■ **Exercise requirements**
Copy every line from the records below that carries the word "sans".

■ **Material provided**
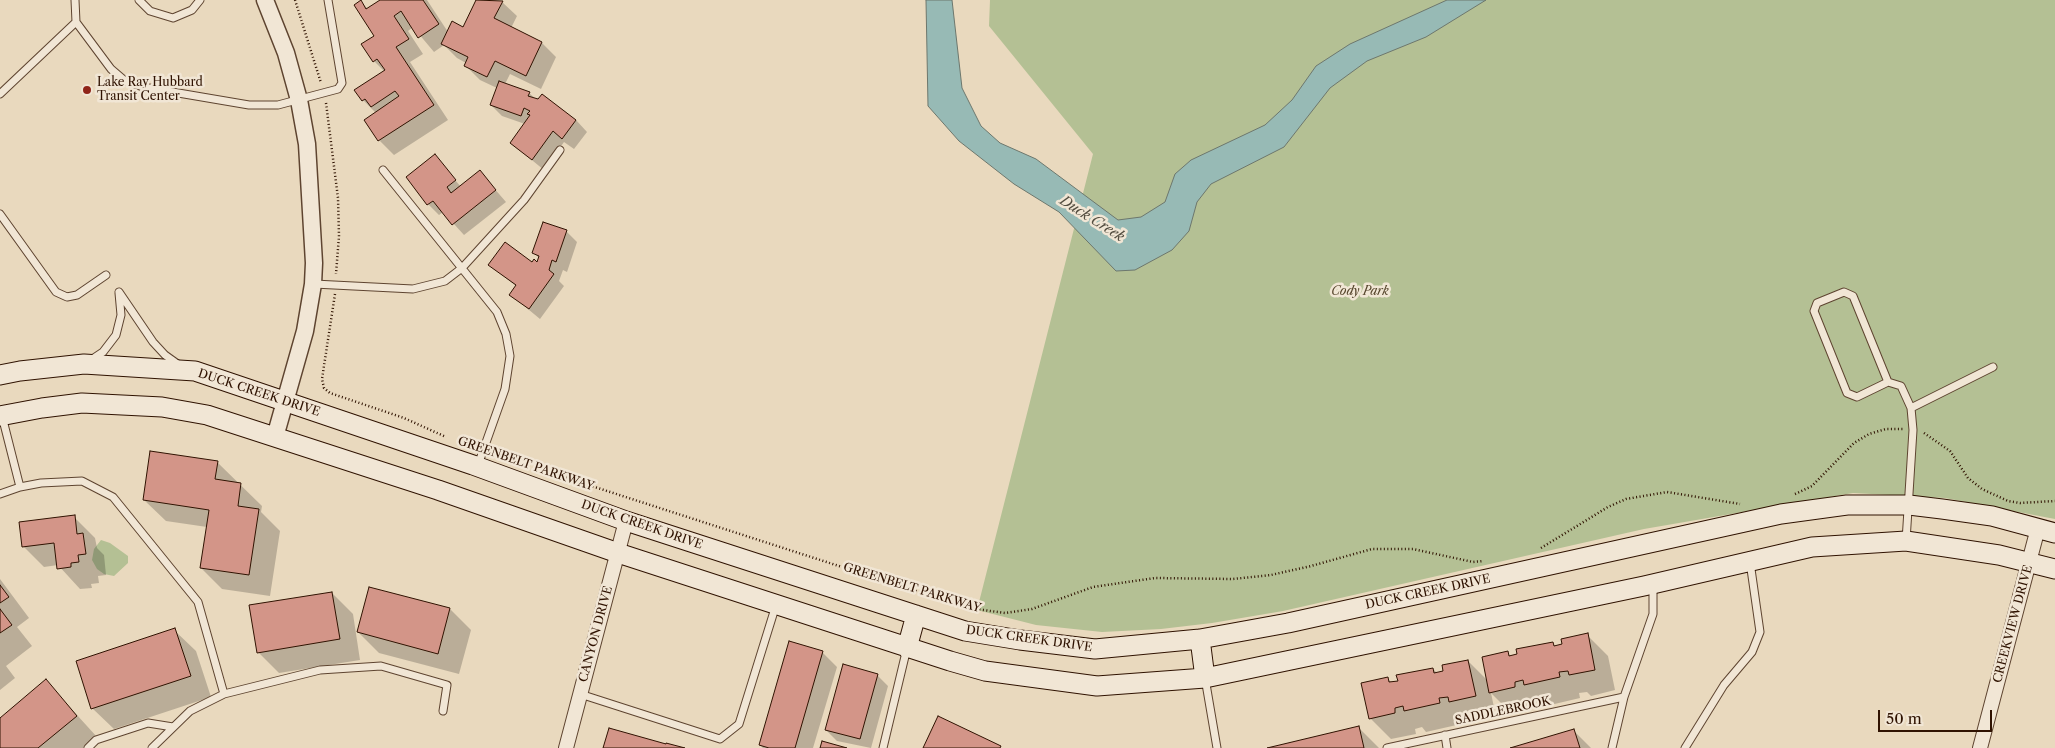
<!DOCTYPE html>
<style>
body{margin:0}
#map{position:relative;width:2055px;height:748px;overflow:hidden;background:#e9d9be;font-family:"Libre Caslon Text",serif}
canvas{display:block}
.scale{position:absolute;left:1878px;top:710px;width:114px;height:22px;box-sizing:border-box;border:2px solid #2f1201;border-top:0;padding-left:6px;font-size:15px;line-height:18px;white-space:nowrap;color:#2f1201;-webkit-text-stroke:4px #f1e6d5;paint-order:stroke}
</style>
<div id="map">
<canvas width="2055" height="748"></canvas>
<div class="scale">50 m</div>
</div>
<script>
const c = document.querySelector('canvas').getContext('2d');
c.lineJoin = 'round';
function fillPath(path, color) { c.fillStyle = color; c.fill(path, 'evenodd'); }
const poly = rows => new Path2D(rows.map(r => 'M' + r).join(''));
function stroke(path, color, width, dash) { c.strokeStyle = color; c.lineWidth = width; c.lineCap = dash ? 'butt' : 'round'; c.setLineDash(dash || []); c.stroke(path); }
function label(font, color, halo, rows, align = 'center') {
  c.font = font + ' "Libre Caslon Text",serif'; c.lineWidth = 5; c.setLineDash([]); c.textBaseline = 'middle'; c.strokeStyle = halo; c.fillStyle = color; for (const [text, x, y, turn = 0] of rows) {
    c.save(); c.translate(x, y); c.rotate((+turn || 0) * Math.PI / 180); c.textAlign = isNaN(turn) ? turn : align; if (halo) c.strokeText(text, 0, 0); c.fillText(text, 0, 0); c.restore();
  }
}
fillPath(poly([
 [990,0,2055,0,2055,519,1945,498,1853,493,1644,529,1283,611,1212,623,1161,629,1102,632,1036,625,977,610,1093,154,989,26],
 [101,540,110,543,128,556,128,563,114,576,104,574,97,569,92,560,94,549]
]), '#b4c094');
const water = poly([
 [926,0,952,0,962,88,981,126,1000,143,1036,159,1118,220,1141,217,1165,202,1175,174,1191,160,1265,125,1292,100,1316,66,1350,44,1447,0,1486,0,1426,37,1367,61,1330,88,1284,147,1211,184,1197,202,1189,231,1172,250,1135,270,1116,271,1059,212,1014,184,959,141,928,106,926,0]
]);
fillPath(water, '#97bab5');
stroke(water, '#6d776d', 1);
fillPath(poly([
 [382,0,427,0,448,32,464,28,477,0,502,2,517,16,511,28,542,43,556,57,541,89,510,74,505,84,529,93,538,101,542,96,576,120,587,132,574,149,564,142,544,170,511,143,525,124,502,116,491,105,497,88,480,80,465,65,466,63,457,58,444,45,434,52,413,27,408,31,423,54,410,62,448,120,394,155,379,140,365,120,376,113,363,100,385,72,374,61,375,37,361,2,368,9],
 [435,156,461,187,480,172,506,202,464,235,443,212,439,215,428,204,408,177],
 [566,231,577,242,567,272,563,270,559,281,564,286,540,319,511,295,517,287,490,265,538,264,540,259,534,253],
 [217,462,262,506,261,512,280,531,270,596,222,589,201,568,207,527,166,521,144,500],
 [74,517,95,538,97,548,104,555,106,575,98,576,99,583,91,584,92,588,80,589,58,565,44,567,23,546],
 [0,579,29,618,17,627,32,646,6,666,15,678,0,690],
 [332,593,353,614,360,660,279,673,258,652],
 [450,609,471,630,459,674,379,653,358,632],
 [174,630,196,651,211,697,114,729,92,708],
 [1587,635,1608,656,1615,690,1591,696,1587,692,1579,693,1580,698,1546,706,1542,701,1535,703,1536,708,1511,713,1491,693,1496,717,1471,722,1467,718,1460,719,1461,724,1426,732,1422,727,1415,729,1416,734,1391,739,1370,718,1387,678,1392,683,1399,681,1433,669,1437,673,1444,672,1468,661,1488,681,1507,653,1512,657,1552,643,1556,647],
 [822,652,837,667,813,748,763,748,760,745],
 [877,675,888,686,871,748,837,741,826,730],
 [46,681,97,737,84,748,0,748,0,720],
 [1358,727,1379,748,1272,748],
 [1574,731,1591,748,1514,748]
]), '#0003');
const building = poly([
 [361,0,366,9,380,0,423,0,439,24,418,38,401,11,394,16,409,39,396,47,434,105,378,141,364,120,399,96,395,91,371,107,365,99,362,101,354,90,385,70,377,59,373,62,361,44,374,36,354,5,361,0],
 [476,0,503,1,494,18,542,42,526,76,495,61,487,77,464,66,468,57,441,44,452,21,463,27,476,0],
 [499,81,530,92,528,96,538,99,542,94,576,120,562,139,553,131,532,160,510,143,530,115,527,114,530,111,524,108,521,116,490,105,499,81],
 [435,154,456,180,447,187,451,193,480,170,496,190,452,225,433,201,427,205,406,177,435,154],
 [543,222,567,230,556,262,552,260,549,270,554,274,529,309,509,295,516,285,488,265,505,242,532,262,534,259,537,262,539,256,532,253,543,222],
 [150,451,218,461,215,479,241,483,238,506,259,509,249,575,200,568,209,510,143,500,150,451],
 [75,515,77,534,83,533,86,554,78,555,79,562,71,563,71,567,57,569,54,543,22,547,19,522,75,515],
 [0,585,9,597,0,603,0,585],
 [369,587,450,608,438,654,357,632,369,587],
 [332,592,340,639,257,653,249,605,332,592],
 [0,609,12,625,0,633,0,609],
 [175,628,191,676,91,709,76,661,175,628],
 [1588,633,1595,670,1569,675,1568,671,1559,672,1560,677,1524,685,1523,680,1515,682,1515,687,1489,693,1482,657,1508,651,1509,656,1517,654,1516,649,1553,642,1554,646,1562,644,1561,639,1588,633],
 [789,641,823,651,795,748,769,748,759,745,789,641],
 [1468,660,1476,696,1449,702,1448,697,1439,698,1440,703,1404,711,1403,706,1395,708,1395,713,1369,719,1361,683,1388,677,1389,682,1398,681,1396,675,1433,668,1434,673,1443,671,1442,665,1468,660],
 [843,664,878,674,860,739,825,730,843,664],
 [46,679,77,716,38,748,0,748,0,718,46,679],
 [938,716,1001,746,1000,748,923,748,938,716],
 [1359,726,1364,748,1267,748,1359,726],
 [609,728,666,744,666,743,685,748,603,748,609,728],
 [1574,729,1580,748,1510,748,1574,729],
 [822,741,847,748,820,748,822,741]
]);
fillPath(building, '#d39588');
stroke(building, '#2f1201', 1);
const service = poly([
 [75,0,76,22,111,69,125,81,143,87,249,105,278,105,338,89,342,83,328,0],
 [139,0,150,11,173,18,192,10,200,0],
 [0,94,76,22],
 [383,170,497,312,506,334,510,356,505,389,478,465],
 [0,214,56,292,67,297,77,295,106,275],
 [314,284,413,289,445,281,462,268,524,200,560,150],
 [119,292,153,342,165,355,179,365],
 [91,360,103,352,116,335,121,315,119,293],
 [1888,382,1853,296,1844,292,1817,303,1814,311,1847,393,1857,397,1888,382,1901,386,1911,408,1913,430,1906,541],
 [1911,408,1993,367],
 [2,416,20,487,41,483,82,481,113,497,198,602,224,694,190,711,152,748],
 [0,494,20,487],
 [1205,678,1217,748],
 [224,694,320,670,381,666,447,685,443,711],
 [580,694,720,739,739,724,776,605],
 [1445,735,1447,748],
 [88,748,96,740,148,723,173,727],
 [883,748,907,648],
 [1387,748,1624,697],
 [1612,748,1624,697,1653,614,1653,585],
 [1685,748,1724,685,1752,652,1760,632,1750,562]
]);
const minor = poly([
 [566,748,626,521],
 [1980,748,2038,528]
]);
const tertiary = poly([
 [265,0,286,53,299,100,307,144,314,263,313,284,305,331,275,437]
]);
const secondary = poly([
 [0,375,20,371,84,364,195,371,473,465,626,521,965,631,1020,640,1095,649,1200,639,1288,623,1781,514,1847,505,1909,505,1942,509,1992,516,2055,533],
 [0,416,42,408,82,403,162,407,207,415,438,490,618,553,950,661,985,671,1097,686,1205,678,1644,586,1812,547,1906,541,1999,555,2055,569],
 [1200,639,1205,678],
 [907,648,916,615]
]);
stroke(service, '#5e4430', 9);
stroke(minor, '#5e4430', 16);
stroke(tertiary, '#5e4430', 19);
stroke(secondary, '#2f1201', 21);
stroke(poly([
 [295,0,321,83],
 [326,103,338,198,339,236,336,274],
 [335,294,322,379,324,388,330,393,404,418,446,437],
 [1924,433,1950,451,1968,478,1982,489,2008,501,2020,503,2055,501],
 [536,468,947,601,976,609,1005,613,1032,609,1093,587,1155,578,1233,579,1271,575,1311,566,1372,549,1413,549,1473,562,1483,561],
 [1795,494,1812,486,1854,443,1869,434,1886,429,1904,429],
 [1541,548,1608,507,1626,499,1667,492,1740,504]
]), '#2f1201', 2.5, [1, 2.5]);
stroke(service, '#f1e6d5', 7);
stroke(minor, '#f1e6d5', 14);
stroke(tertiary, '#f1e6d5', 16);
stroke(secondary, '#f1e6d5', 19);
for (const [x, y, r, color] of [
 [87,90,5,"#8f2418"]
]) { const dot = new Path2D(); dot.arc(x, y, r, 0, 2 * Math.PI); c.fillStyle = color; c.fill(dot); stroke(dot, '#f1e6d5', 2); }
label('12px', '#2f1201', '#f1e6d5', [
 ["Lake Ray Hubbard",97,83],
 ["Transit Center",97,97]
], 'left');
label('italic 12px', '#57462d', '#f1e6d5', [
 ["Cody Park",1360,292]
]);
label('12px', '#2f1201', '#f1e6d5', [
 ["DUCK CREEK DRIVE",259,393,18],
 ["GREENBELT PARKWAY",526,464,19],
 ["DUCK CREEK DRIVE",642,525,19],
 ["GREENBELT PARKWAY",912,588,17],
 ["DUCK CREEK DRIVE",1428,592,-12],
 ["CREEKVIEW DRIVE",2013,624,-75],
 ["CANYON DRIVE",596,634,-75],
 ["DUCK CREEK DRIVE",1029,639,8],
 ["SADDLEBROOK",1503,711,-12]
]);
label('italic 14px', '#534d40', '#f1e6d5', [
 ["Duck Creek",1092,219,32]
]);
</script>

* * *

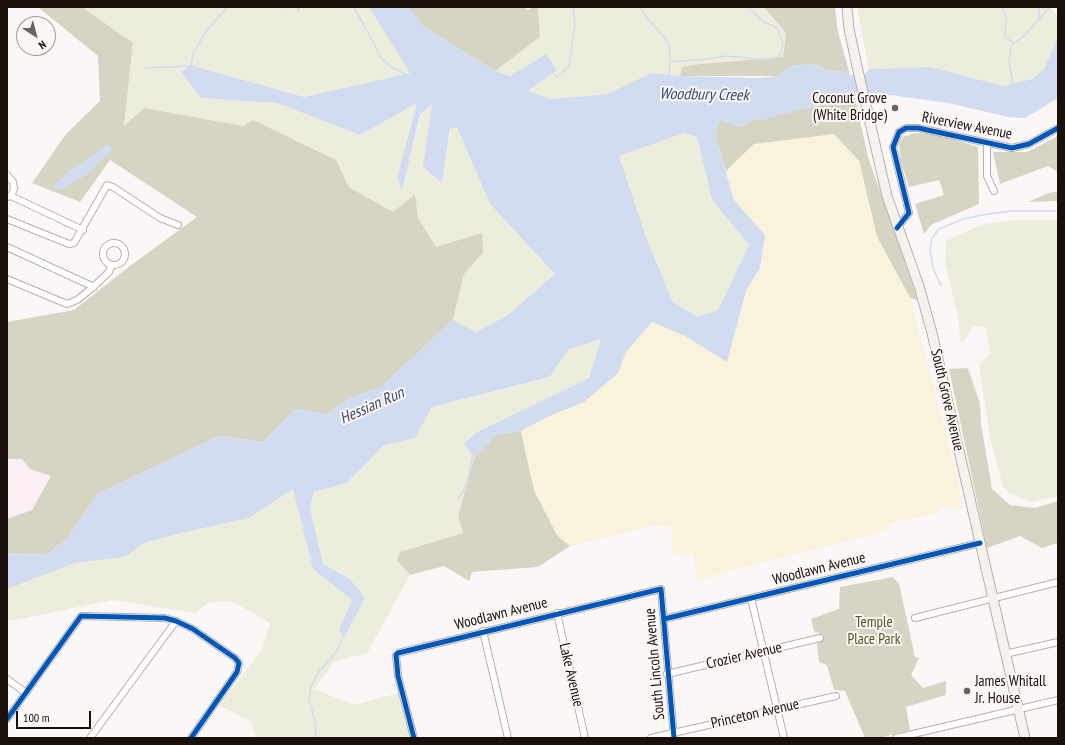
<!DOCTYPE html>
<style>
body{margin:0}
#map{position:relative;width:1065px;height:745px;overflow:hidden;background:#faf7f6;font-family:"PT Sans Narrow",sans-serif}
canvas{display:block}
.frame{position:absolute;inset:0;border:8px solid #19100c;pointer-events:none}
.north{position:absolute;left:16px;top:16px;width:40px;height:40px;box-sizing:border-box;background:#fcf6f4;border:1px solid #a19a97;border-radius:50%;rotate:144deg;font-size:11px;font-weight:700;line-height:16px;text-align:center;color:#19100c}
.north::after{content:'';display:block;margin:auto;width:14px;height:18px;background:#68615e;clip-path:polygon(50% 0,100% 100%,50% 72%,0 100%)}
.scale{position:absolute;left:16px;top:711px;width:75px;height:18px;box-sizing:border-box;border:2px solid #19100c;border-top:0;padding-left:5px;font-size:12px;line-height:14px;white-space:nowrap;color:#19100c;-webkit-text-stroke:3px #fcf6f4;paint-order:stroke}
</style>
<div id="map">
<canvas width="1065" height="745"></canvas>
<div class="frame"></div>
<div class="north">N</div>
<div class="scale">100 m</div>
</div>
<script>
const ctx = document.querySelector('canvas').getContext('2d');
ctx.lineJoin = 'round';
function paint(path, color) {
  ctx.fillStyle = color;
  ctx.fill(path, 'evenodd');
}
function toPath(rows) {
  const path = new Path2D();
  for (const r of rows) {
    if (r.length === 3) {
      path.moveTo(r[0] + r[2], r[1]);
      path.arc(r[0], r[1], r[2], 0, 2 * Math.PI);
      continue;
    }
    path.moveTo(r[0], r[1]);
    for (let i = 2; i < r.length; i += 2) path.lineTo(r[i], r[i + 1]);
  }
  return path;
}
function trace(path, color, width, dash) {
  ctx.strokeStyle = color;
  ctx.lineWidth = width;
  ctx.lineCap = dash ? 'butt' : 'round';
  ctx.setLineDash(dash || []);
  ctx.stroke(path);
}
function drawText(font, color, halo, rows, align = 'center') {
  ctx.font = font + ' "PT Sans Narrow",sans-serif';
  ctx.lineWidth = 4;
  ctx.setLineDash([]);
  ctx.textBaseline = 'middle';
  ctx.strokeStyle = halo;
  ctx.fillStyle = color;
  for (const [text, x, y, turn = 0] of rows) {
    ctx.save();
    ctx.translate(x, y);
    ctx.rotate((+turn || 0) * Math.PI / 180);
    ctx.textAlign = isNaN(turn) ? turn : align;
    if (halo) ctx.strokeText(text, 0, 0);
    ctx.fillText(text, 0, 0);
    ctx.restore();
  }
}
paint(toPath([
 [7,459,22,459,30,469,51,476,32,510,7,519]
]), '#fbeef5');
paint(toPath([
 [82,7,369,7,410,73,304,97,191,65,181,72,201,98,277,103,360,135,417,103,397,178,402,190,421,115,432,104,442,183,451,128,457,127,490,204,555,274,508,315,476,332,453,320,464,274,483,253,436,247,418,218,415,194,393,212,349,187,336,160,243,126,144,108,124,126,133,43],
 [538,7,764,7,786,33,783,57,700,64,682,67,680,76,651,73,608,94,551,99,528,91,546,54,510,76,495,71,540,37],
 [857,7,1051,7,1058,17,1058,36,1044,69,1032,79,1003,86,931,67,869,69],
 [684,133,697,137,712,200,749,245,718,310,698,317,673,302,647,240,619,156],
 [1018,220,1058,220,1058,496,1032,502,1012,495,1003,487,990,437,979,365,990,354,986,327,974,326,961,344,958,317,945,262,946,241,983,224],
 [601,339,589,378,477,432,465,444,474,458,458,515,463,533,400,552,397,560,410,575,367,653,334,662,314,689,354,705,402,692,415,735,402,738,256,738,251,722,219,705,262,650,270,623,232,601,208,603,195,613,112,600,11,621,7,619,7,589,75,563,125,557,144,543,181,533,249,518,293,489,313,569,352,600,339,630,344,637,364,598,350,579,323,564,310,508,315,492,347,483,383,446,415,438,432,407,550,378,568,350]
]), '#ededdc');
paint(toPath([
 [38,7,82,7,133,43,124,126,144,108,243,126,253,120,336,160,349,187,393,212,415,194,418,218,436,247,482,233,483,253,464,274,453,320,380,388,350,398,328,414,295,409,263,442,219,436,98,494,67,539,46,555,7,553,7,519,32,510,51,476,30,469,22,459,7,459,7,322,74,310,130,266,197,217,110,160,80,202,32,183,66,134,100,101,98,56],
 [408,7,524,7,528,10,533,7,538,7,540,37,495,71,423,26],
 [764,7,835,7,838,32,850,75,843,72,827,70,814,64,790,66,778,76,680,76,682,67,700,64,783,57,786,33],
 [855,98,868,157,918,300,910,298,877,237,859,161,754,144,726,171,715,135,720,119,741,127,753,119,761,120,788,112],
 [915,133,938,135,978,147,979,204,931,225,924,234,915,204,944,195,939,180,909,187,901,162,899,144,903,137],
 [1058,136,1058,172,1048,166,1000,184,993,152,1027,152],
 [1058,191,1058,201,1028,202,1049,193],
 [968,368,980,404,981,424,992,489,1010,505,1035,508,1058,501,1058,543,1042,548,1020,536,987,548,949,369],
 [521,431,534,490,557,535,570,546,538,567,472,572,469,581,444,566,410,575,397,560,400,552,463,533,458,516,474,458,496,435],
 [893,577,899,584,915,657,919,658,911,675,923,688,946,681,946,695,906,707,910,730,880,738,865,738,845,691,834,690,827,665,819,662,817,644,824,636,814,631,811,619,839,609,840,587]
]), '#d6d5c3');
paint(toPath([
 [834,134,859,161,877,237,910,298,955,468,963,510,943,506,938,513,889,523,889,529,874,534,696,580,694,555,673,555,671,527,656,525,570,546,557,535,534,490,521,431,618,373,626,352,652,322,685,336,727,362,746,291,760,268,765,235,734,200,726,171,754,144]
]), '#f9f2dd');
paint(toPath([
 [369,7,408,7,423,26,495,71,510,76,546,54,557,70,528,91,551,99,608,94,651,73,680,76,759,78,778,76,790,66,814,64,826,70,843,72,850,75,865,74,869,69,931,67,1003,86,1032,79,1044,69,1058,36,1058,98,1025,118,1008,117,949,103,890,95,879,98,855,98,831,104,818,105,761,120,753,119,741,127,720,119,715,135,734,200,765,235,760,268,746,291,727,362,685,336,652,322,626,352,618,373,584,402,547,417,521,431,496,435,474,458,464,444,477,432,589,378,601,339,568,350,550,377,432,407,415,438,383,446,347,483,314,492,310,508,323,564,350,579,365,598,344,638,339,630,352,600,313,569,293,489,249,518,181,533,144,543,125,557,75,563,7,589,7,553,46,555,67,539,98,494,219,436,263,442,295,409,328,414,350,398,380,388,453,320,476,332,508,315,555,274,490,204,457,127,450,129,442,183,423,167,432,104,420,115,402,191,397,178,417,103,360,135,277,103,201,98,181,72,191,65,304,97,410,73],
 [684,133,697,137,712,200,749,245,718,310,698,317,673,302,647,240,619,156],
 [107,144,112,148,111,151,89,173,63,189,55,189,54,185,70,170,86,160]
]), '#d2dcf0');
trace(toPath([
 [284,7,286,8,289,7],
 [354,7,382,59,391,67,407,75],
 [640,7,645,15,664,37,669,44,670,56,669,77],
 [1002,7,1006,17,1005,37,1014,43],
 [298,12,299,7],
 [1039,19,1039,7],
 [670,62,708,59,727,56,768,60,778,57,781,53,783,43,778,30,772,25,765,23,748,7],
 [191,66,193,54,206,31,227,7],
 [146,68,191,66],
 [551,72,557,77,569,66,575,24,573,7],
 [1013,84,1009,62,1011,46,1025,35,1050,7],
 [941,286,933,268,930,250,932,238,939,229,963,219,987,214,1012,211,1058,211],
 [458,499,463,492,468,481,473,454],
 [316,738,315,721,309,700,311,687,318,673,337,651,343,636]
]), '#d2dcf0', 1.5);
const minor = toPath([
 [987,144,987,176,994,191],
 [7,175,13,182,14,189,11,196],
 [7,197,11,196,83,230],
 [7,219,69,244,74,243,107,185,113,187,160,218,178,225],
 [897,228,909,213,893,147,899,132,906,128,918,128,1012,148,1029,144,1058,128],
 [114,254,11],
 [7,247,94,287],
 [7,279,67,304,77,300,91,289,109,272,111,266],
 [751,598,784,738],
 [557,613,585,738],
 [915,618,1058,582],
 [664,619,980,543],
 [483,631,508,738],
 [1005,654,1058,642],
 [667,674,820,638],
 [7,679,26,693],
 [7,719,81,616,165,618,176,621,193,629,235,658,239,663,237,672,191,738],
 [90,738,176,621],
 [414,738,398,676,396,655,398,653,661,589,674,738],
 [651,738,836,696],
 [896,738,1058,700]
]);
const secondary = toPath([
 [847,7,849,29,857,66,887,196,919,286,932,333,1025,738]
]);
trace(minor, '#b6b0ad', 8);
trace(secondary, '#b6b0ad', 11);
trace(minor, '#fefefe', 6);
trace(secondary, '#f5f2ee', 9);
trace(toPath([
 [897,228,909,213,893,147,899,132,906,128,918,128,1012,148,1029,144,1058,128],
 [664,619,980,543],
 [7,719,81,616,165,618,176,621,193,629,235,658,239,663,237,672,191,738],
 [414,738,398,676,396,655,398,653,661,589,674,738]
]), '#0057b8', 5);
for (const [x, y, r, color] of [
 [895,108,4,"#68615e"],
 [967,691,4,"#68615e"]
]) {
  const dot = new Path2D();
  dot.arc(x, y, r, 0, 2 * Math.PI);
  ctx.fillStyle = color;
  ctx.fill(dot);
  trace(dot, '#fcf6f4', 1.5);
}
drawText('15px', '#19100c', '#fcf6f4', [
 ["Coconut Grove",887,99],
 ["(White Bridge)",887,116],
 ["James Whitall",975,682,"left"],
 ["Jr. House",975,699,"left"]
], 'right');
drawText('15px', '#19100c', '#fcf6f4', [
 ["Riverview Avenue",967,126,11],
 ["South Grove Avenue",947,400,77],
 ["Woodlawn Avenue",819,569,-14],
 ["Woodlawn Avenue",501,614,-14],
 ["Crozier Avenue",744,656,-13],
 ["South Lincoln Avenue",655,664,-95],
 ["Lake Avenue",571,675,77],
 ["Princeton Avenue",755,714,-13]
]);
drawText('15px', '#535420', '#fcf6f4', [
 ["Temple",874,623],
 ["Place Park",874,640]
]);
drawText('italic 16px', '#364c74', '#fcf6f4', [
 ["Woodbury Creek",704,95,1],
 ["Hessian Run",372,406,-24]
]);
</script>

■ **Written answer**
#map{position:relative;width:1065px;height:745px;overflow:hidden;background:#faf7f6;font-family:"PT Sans Narrow",sans-serif}
  ctx.font = font + ' "PT Sans Narrow",sans-serif';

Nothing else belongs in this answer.